The molecule itself has antimalarial action as well, but the additional ability to reverse resistance makes it ideal for combination therapy.
Resistance of the malaria parasite Plasmodium falciparum to existing drugs such as chloroquine and quinine is becoming a serious problem in the battle against one of the most devastating global diseases. Many strains of the parasite have become resistant by evolving a protein, called PfCRT, which actively pumps drug molecules out of the target area, rendering them ineffective. To help prevent resistance, the World Health Organization (WHO) has stipulated that the newest antimalarials should only be used in combination with other drugs.
Jane Kelly and Michael Riscoe from the Portland Veterans Affairs Medical Center, Oregon, discovered that tricyclic acridone molecules with a short alkyl amine chain attached to the central nitrogen atom could make chloroquine-resistant parasites susceptible to the drug again. This action is attributed to blocking the PfCRT pump protein, meaning that the chloroquine can reach its target.

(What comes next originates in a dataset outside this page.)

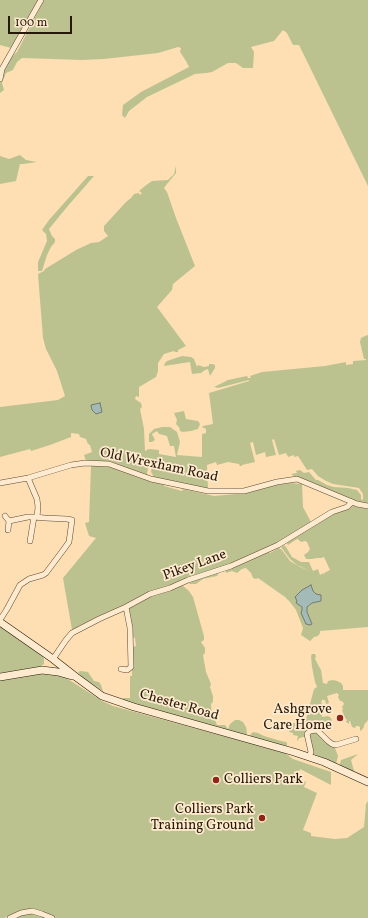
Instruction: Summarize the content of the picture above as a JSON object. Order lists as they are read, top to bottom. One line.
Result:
{"streets":{"main road":["Chester Road"],"street":["Old Wrexham Road","Pikey Lane"]},"crossings":[["Old Wrexham Road","Pikey Lane"],["Pikey Lane","Chester Road"]],"places":["Ashgrove Care Home","Colliers Park","Colliers Park Training Ground"],"scale_bar":"100 m"}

By building this ’chemosensitising’ functionality into an antimalarial acridone molecule, the team thought they might be able to design a drug which could both kill the parasite and increase the effectiveness of existing drugs when given in combination therapy.
The group developed their lead compound and were excited to find that it did indeed fulfil the dual role, acting both as an antimalarial on its own and a chemosensitising agent to reverse resistance in drug-resistant parasites.

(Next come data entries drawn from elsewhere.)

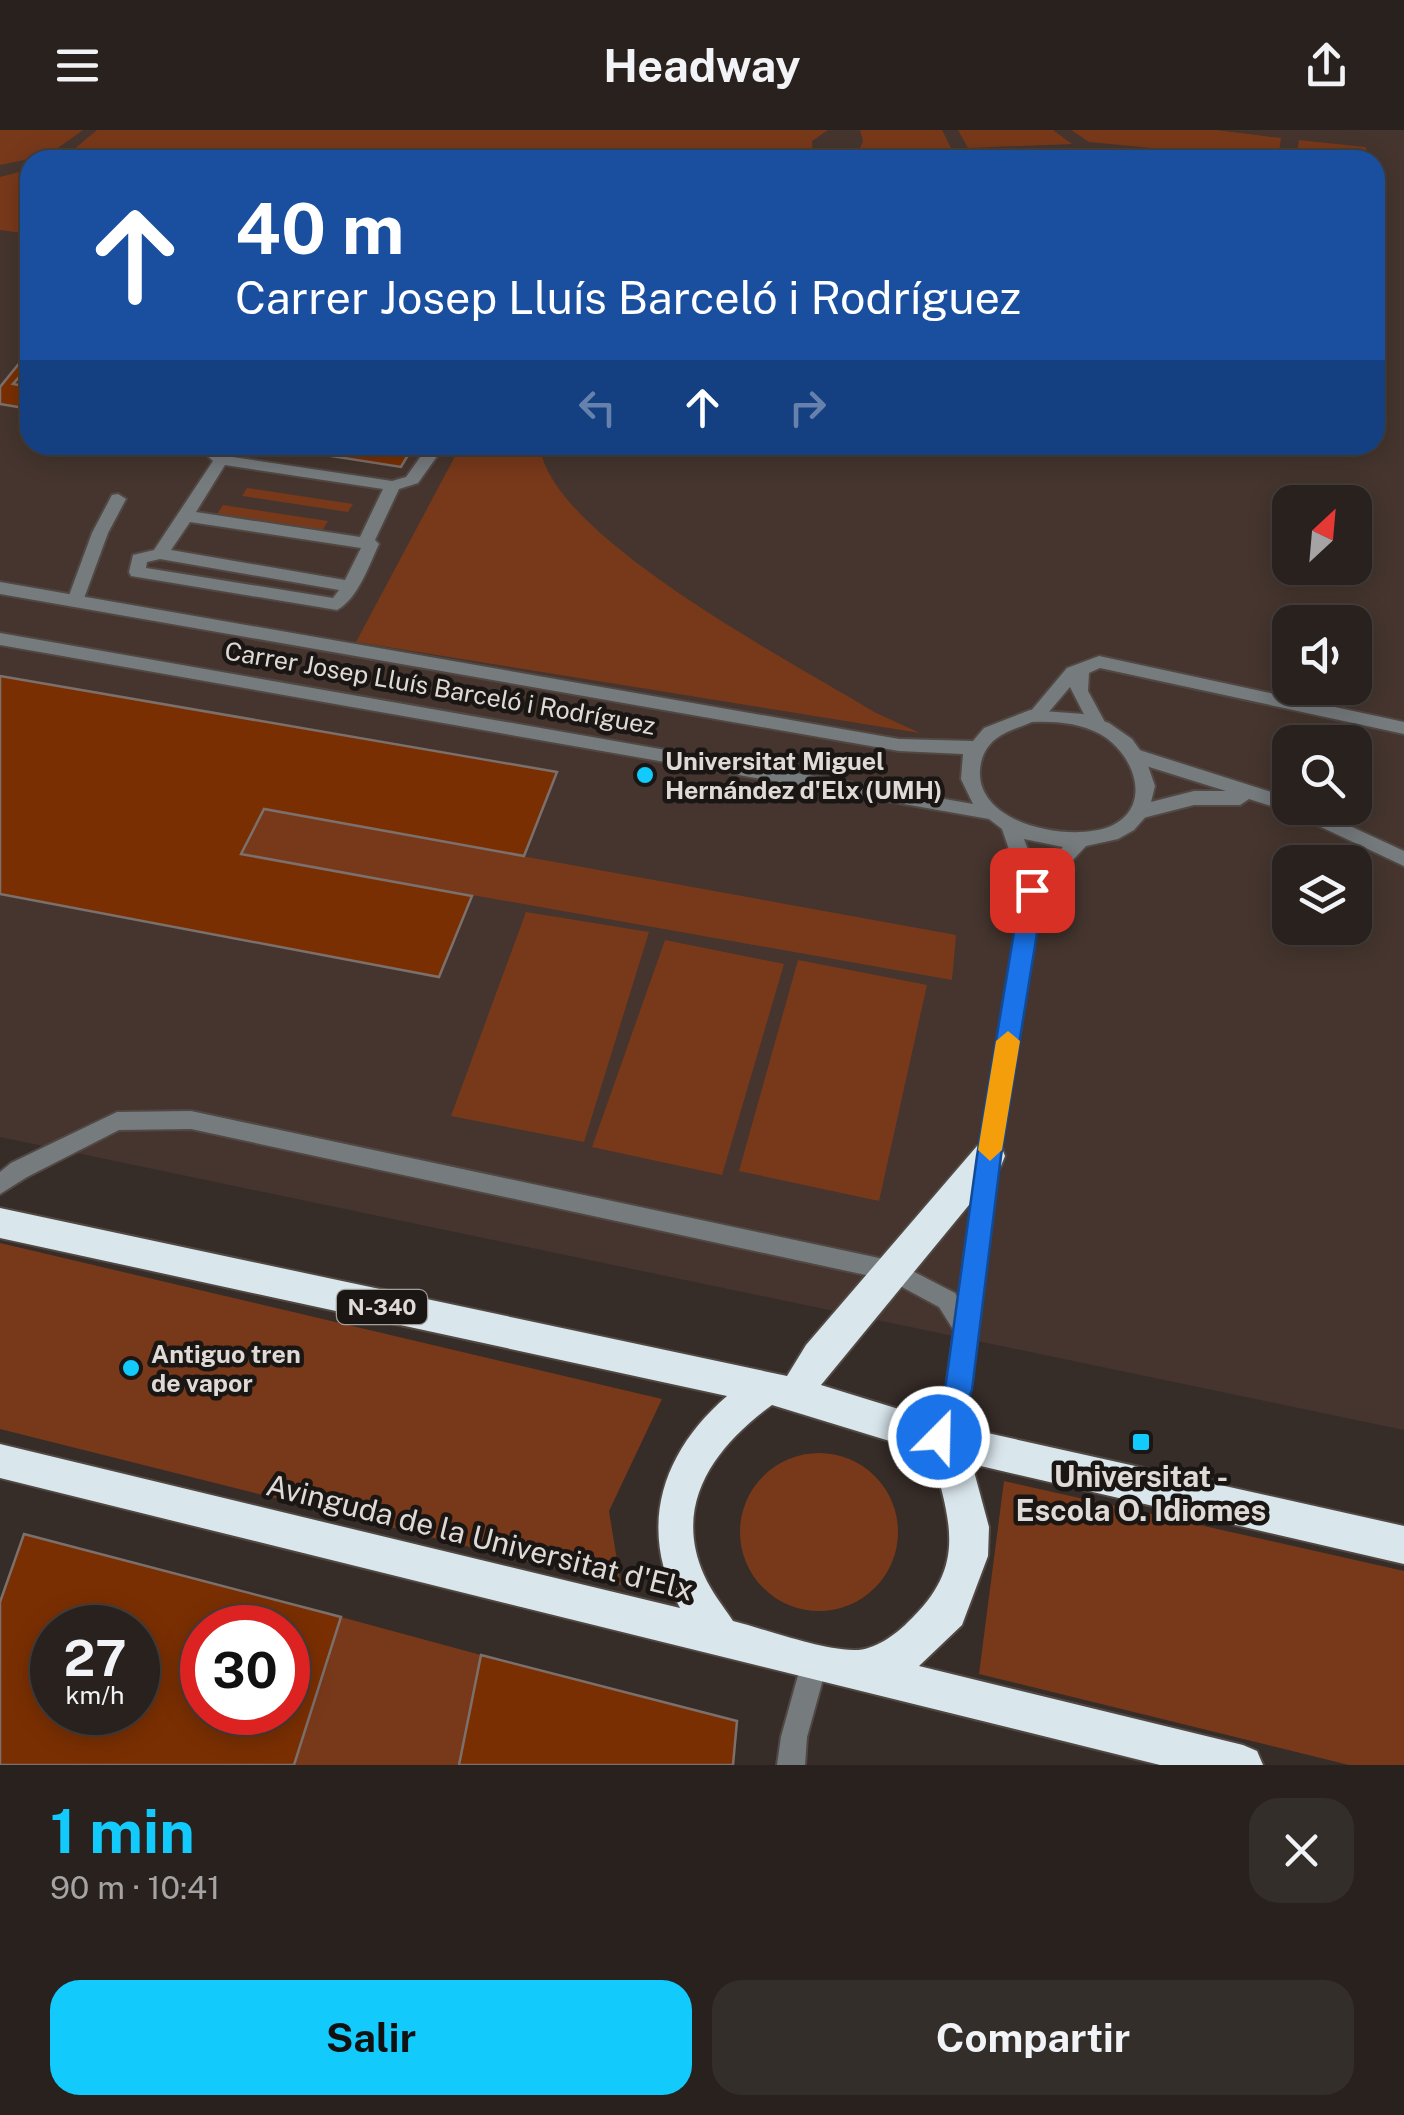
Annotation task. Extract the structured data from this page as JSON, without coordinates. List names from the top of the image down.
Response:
{
  "streets": {
    "highway": ["N-340", "Avinguda de la Universitat d'Elx"],
    "street": ["Carrer Josep Lluís Barceló i Rodríguez"]
  },
  "crossings": [
    ["N-340", "Avinguda de la Universitat d'Elx"]
  ],
  "places": {
    "other": ["Universitat Miguel Hernández d'Elx (UMH)", "Antiguo tren de vapor"],
    "transit": ["Universitat - Escola O. Idiomes"]
  },
  "north": "top right",
  "page": {
    "header": "Headway",
    "turn": ["40 m", "Carrer Josep Lluís Barceló i Rodríguez"],
    "speed": "27 km/h",
    "limit": "30",
    "heading": ["1 min", "90 m · 10:41"],
    "buttons": ["Salir", "Compartir"]
  }
}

’We also had a bonus effect,’ says Riscoe: ’there is a synergy between these dual-functional acridones and drugs like quinine and chloroquine, even in parasites that aren’t resistant.’ This means that the new drug reinforces the effect of existing antimalarials, whether or not the parasite would normally be resistant to those drugs.
’We’re not quite sure of the exact cause of this synergy,’ explains Kelly, ’but we think it has something to do with PfCRT. The synergy has significant meaning because it reduces the dose required for either drug to be effective - this makes the treatment cheaper and reduces side effects, which are major concerns in malaria treatment.’ Riscoe adds that ’our studies suggest that one could possibly deliver one third of the total amount of drug using the combination compared to a single drug alone.’
Tim Egan from the University of Cape Town, South Africa, explains why the work is so interesting: ’They combine two different pharmacophores [parts of the molecule that give it its activity] in one molecule, which people have suggested as a way forward for antimalarials for some time, but it hasn’t really been demonstrated before.’
’The pharmacophores also overlap,’ Egan adds, ’it’s not like some molecules we’ve seen before where two distinct molecules - a resistance-reversing agent and a chloroquine-like antimalarial - have just been tethered together.’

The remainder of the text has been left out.